Dangerous toxins as well as the high levels of phosphorus and nitrogen are filtered out by the treatment plant.
Swimmers in the lake, however, can suffer health impacts from toxins produced by the blooms. Short-term exposure can lead to minor skin irritation and stomach issues, and longer-term exposure, which is caused by swallowing water with toxins from algae blooms, can result in damage to the liver or the central nervous system, according to the report.
In 2003 the Lake Champlain Committee initiated a blue-green algae bloom monitoring program run by citizen volunteers in nine different bays in Vermont and New York. Any blooms that are found, are reported to the Vermont Department of Health, which continually updates the status of the lake.
Winslow said that they have the volunteers monitoring closer to shore and they are required to submit one report per week.
“The general message that we’re trying to get out to people is to take responsibility for your own actions,” Winslow said. “If you see green, cloudy water, stay out of it. You don’t need a monitor to tell you that all the time.”
Winslow said they have expanded the geographic scope of the monitoring program “tremendously” in the last few years. In addition to the volunteers, there are paid staff who go out to the deeper parts of the lake to monitor for blooms and this is done five days per week, Howe said.
The sighting of algae blooms in areas of the lake that the public is typically allowed to swim in, can result in beach closures. Another cause of such closures is coliform bacteria, such as E. coli, which can be caused by septic problems or sewage spills and overflows.
The report measures each day a beach is closed as one closure. In the report, St. Albans Bay Park is shown as having the most closures, with more than 10 between 2012 and 2014, due to both coliform bacteria and algae blooms. Howe said that St. Albans Bay was closed May 26, 2012, to May 27, 2012, for coliform bacteria and August 16, 2014, to Sept. 2, 2014, for harmful algae blooms.
Across all areas of the lake, there were more than 30 occasions between 2012 and 2014 in which beaches were closed due to coliform bacteria. There were about 25 incidents of algae blooms causing beach closures between 2012 and 2014, according to the report.
Lake cleanup legislation
The report was released just before the recently enacted water quality bill went into effect.
This summer, the Environmental Protection Agency will determine whether the state’s plan to clean up the lake is adequate.

At the bill-signing last month, Gov. Peter Shumlin said the legislation will protect “what makes Vermont so special.” Shumlin has made cleaning up the state’s waters a priority and dedicated his inaugural address to the issue.
But James Ehlers, executive director of Lake Champlain International, said the bill won’t significantly improve water quality.
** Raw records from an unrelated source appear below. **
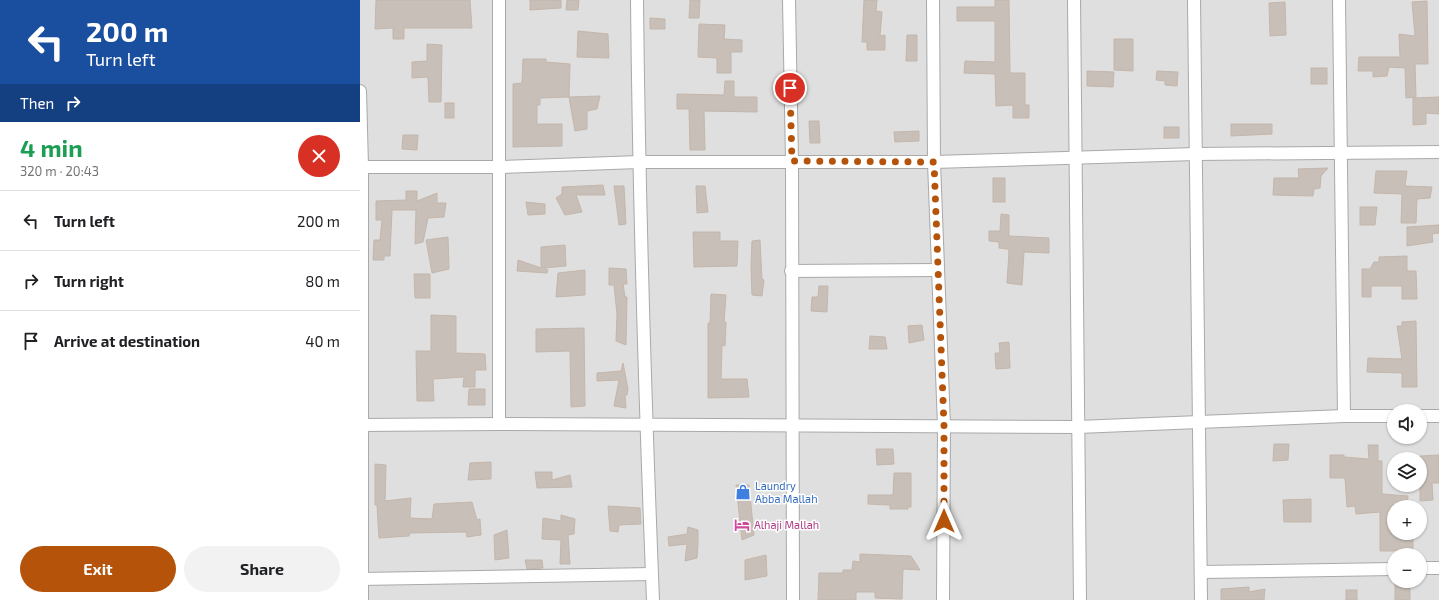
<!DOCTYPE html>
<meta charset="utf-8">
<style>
:root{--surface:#fff;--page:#f2f2f2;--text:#202124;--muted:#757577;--line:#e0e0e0;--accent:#b45309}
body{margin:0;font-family:"Exo 2",sans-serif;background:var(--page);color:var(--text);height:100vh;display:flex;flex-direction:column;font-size:15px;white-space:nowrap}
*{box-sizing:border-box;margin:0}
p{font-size:13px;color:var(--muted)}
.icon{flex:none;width:22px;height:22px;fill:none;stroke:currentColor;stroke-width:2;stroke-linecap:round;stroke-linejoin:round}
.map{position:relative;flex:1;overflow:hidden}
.details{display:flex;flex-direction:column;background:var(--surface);width:360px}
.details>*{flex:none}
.hud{background:#1a4fa0;color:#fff;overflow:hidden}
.buttons{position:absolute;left:1027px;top:404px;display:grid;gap:8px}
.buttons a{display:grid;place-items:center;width:40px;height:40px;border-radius:50%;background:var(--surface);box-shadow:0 1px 3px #0004;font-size:20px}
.pin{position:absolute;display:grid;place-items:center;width:34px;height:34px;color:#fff;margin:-17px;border:2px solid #fff;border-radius:50%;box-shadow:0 1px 4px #0007}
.me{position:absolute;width:44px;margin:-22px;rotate:0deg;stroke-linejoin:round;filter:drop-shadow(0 0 3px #0008)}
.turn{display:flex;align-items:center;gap:14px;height:84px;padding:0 20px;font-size:18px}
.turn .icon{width:52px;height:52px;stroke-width:2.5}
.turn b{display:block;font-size:28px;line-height:34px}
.then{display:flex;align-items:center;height:38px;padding:0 20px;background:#0003;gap:8px;font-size:15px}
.round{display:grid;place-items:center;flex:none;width:42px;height:42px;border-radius:21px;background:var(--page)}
.headline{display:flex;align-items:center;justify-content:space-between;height:68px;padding:0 20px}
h1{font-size:24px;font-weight:700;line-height:30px;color:#1e9e55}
.action{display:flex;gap:8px;margin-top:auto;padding:8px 20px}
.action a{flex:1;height:46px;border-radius:24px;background:var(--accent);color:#fff;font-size:16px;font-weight:700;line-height:46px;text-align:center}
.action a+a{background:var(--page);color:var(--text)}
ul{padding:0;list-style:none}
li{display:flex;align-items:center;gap:12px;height:60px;padding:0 20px;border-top:1px solid var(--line)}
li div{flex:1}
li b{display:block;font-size:15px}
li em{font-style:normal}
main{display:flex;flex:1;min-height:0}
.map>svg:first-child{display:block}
.residential{fill:#e0dfdf;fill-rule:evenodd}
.building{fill:#c7bfb8;stroke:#c4b6ab}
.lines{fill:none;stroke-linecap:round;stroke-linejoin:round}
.street-casing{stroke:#a9a9a9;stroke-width:14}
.street{stroke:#fff;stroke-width:12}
.route{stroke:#b45309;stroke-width:7;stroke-dasharray:0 12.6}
.labels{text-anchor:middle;stroke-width:3;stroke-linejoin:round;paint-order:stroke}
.shop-label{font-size:11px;fill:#366cbe;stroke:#fff;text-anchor:start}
.hotel-label{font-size:11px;fill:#b23c85;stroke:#fff;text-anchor:start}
</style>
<main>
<section class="details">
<div class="hud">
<div class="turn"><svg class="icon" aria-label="left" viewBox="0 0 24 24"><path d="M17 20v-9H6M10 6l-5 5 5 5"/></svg><div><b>200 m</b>Turn left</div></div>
<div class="then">Then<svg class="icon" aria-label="right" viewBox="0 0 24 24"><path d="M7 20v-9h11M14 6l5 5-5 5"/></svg></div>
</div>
<div class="headline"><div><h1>4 min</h1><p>320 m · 20:43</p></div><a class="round" style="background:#d93025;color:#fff"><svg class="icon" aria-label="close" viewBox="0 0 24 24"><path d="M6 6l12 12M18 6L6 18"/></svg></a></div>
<ul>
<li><svg class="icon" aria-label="left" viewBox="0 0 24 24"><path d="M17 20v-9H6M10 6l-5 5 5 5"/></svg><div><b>Turn left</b></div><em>200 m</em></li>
<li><svg class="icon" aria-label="right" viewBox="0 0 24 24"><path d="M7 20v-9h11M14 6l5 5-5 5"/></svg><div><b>Turn right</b></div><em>80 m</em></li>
<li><svg class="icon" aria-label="arrive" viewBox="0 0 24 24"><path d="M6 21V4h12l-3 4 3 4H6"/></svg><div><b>Arrive at destination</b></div><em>40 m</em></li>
</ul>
<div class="action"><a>Exit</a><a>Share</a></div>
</section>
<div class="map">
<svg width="1079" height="600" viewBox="0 0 1079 600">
<rect width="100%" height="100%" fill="#f2efe9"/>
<!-- residential -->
<path class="residential" d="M0 0H1079V600H0ZM1034 411H1060V437H1034ZM1034 459H1060V485H1034ZM1034 507H1060V533H1034ZM1034 555H1060V581H1034Z"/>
<!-- building -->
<g class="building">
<polygon points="16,0 110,0 112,28 44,28 44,39 33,39 33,28 15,29"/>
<polygon points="170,0 201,0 201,8 170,10"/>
<polygon points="207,0 219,0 218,10 206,10"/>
<polygon points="330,0 340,0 339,18 329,18"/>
<polygon points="504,0 517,0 516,11 522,12 520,36 525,35 525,50 507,50 507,42 502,42"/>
<polygon points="635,0 649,0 650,73 665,73 665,105 669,105 669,118 653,118 653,105 636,106 635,74 604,73 605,61 635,62 635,21 597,21 597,7 635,7"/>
<polygon points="1067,1 1068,64 1055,64 1056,97 1046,98 1045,68 1029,67 1027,76 1013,77 1013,71 998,71 999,57 1040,57 1039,34 1055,36 1052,2"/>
<polygon points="925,2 926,35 910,36 909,3"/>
<polygon points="290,18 305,19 305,29 290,29"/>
<polygon points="339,24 365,25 364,39 382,40 382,52 371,52 371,73 357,73 357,58 338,57"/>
<polygon points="218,31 248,34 249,58 217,57"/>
<polygon points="547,35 557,35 557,61 546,61"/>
<polygon points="754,39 773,39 773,71 754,70"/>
<polygon points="67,44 82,45 81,102 69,102 68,77 52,78 52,62 67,61"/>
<polygon points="163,59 186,59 186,62 210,64 209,97 180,98 180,105 177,105 177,124 202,124 202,146 153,147 153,84 162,83"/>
<rect x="951" y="68" width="16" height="16"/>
<polygon points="727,71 754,72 753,87 727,86"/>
<polygon points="797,71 818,72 817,86 805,85 805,81 796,80"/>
<polygon points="365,81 374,81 374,97 397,97 397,112 344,111 345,150 330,150 329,109 317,109 317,94 364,95"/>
<polygon points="240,96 237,109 227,111 227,129 215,131 209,97"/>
<polygon points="1079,97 1079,114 1066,113 1066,124 1053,125 1053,98"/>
<rect x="85" y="103" width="9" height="15"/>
<polygon points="449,121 459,121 460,143 450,143"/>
<polygon points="871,124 912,124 912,134 871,136"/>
<rect x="804" y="127" width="15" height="11"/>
<polygon points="559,131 559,141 535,142 534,132"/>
<polygon points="43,135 58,135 57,150 42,149"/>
<polygon points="968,168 961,176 960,188 954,189 953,196 913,195 914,178 939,178 938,169"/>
<polygon points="1016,171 1047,171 1045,186 1072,187 1070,198 1057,199 1056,223 1041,223 1042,194 1014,193"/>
<rect x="633" y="178" width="12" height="24"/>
<polygon points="243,185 245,195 216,195 222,212 205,215 196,198 202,194 202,187"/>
<polygon points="254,186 264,186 266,224 259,225"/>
<polygon points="336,186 345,186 348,212 337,213"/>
<polygon points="46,191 57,191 57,201 77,193 77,203 86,203 84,217 68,218 63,242 55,244 56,210 32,210 30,256 24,256 24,260 13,260 14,240 20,240 22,220 16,220 16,201 46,200"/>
<polygon points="166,202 185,204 185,214 168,215"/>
<polygon points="1000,207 1017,207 1015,225 1000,225"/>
<polygon points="641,214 649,215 649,236 689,238 689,253 664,252 662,285 647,283 649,252 648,249 639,248 639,242 629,241 629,231 640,231"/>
<polygon points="1079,225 1079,233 1072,234 1073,242 1047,246 1047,227"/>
<polygon points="333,232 360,232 360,241 378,241 377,266 334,267"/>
<polygon points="88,237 89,269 72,273 66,240"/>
<polygon points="400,240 402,279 404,280 402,296 392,295 391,267 392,241"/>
<polygon points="205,245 206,266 184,268 188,270 187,273 157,271 158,260 181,268 181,247"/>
<polygon points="1047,256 1047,271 1056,271 1057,299 1042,299 1042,286 1011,286 1011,297 1002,297 1002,269 1010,269 1014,262 1019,262 1019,257"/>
<polygon points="249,268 266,269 267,284 263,284 265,297 267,297 266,345 256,341 257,314 254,285 249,285"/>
<polygon points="225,270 225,295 196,297 198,273"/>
<polygon points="54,274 70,274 70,298 55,298"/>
<polygon points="459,286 468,286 467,312 451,311 452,297 458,297"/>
<polygon points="351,294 366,295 364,322 366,322 365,346 362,345 361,379 387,379 389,397 348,398 348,323 350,323"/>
<polygon points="71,315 96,316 96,353 125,354 126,370 115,370 115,387 103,387 104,377 73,379 74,401 57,401 56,351 71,351"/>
<polygon points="1056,321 1057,387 1042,387 1042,373 1007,372 1008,358 1042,359 1037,326 1042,326 1042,322"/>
<polygon points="562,325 564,340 549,343 548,326"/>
<polygon points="224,328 225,406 211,407 210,351 176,352 176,329"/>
<polygon points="510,336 525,337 527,349 509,349"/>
<polygon points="649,342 650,368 636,369 635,353 640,353 639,343"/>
<polygon points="263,363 268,389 267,395 265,395 266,408 254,406 259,380 237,381 237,373 261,371"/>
<polygon points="109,389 125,389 125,405 108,405"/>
<polygon points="914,444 929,444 928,460 913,461"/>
<polygon points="1008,445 1018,445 1018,461 1022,461 1022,494 1048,496 1047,507 1030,507 1031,533 1053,533 1053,554 1041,554 1041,551 1020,551 1020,512 996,514 995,506 987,507 985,478 970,478 970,455 984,455 984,457 1009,459"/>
<polygon points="516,449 533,449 534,464 517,465"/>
<polygon points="1079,455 1079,483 1072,483 1073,500 1060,501 1060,456"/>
<polygon points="131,462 131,479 108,480 110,463"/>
<polygon points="15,464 26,465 25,501 51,498 50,518 72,519 74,504 112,502 117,520 120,519 121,535 107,537 106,532 50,533 49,536 19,538 17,505 15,505"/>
<polygon points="175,472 192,472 192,480 210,475 212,487 177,488"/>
<polygon points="534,473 551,473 551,507 548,507 548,509 530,509 530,505 508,504 508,495 533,495"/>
<polygon points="376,485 389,485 394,535 382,540"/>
<polygon points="951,499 951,522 924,522 923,500"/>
<polygon points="248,506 280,508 281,524 259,525 258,532 250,531"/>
<polygon points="201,515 215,519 214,534 208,535 210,564 200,564 201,540 182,539 183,518 201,521"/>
<polygon points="328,527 338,530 338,543 337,558 325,561 327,544 309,546 308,537 327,534"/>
<polygon points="147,530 149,558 135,560 134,535"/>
<polygon points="500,554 551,556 560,570 543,569 542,599 515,598 515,592 496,592 496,600 458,600 459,573 483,573 483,570 492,570 493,561 500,562"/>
<polygon points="406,555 407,576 385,580 385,560"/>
<polygon points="165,560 182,560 183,568 167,569"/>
<rect x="1035" y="581" width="15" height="19"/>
<polygon points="889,587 889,592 905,589 904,600 861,600 861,589"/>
<rect x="986" y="590" width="11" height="10"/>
</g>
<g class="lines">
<!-- street casing -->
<g class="street-casing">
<g id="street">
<path d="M277 0C279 200 285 400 293 600"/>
<polyline points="429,0 432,161 433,600"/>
<polyline points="573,0 574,162 584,426 583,600"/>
<polyline points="714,0 720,600"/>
<polyline points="834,0 841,600"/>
<polyline points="979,0 984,416"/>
<polyline points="0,91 2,167 2,600"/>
<polyline points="0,167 140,167 279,162 574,162 836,154 1079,152"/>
<polyline points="431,271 577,270"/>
<polyline points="1060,416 1079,416"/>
<polyline points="139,424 139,0"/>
<polyline points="0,425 139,424 718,427 984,416 1034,416"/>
<polyline points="1060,568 1079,568"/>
<polyline points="841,572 1034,569"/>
<polyline points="0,579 292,574"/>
</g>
</g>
<!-- street -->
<use href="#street" class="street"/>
</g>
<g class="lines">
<!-- route -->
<polyline class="route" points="430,88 432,161 574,162 584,426 584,521"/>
</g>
<!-- icons -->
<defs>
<g id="shop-bare" transform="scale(1.2)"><path d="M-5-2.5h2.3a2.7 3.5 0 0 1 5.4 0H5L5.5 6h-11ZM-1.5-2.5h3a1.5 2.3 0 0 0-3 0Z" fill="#3f7fe0" stroke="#fff" stroke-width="2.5" paint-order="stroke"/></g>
<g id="hotel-bare" transform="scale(1.2)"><path d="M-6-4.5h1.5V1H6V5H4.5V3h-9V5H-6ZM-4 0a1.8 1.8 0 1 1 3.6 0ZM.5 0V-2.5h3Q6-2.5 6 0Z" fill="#d1479c" stroke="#fff" stroke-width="2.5" paint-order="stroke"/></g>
</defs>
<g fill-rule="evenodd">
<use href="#shop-bare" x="383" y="492"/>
<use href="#hotel-bare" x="382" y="525"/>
</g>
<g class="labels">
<!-- shop labels -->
<g class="shop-label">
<text x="395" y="490">Laundry<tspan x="395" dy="13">Abba Mallah</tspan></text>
</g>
<!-- hotel labels -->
<g class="hotel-label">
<text x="394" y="529">Alhaji Mallah</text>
</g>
</g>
</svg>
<div class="buttons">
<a><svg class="icon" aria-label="sound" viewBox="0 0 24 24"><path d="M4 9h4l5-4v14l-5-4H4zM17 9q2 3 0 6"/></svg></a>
<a><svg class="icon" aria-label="layers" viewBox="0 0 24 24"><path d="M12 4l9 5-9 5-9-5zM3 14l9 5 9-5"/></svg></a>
<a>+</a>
<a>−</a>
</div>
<div class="pin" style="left:430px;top:88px;background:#d93025"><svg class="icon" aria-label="arrive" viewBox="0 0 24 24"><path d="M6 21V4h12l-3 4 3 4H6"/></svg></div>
<svg class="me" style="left:584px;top:521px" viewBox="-20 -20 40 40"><path d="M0-17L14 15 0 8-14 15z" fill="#b45309" stroke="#fff" stroke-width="4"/></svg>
</div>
</main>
He cites a document from the Government Accountability Office showing that the limits EPA uses for phosphorous levels, known as the Total Maximum Daily Load (the maximum amount of pollution a water body can handle each day), do not work.
A report from the Government Accountability Office says that “TMDLs are likely to do little to attain water quality standards, particularly the designated uses of fishing, swimming, and drinking.”
Sen. Patrick Leahy, D-Vt., who sponsored the federal act that created the Lake Champlain Basin Program, said in a July 1 statement that years of effort have helped to blunt some of the trends that would have worsened otherwise. Vermonters must continue that progress, he said.
“With a large and dynamic ecosystem like Lake Champlain, there is no standing still,” Leahy said. “We’re either advancing or slipping behind.”
The Department of Environmental Conservation will be required to submit annual reports as part of the water quality bill on how lake cleanup is progressing. The first report is due January 2017.